### Problem description
The expected output is the data below, character for character, without its pictures.

### Material to process
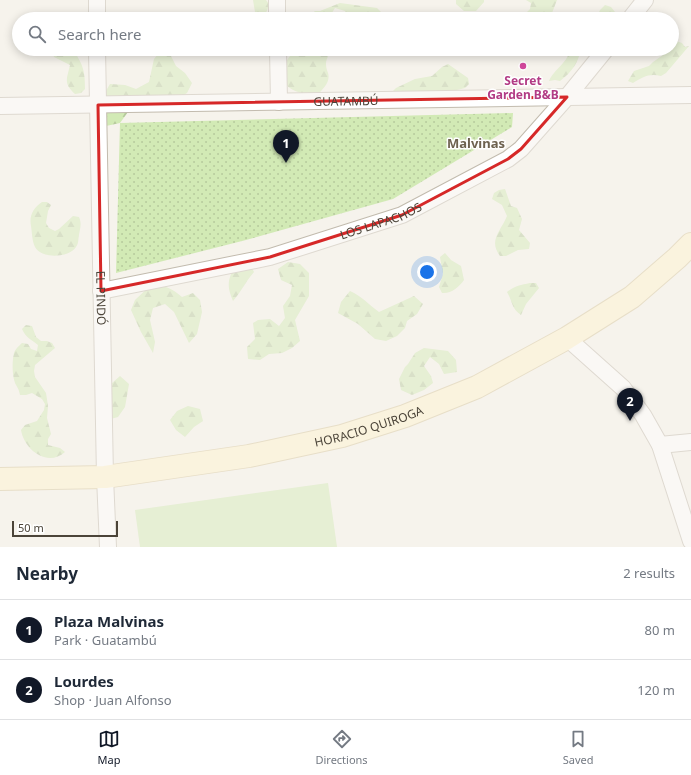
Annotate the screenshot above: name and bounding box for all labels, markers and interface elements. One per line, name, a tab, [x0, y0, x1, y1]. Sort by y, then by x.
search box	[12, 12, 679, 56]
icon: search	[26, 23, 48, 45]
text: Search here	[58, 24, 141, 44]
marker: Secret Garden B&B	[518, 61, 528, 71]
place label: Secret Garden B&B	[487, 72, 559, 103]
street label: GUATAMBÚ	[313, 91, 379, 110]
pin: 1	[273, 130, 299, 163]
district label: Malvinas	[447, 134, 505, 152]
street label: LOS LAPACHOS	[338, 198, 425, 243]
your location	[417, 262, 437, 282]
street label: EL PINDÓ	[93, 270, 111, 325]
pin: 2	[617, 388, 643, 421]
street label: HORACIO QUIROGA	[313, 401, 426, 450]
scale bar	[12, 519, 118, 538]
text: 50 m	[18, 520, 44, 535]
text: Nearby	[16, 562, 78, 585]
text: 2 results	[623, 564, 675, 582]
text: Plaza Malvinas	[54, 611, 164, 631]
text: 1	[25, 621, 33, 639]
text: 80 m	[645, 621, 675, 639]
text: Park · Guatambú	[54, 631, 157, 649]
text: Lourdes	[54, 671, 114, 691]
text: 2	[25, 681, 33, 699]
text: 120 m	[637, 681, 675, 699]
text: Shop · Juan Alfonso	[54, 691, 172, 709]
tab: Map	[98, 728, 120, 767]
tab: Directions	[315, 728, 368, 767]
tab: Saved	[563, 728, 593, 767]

### Answer for the task
Annotate the screenshot above: name and bounding box for all labels, markers and interface elements. One per line, name, a tab, [x0, y0, x1, y1]. Sort by y, then by x.
search box	[12, 12, 679, 56]
icon: search	[26, 23, 48, 45]
text: Search here	[58, 24, 141, 44]
marker: Secret Garden B&B	[518, 61, 528, 71]
place label: Secret Garden B&B	[487, 72, 559, 103]
street label: GUATAMBÚ	[313, 91, 379, 110]
pin: 1	[273, 130, 299, 163]
district label: Malvinas	[447, 134, 505, 152]
street label: LOS LAPACHOS	[338, 198, 425, 243]
your location	[417, 262, 437, 282]
street label: EL PINDÓ	[93, 270, 111, 325]
pin: 2	[617, 388, 643, 421]
street label: HORACIO QUIROGA	[313, 401, 426, 450]
scale bar	[12, 519, 118, 538]
text: 50 m	[18, 520, 44, 535]
text: Nearby	[16, 562, 78, 585]
text: 2 results	[623, 564, 675, 582]
text: Plaza Malvinas	[54, 611, 164, 631]
text: 1	[25, 621, 33, 639]
text: 80 m	[645, 621, 675, 639]
text: Park · Guatambú	[54, 631, 157, 649]
text: Lourdes	[54, 671, 114, 691]
text: 2	[25, 681, 33, 699]
text: 120 m	[637, 681, 675, 699]
text: Shop · Juan Alfonso	[54, 691, 172, 709]
tab: Map	[98, 728, 120, 767]
tab: Directions	[315, 728, 368, 767]
tab: Saved	[563, 728, 593, 767]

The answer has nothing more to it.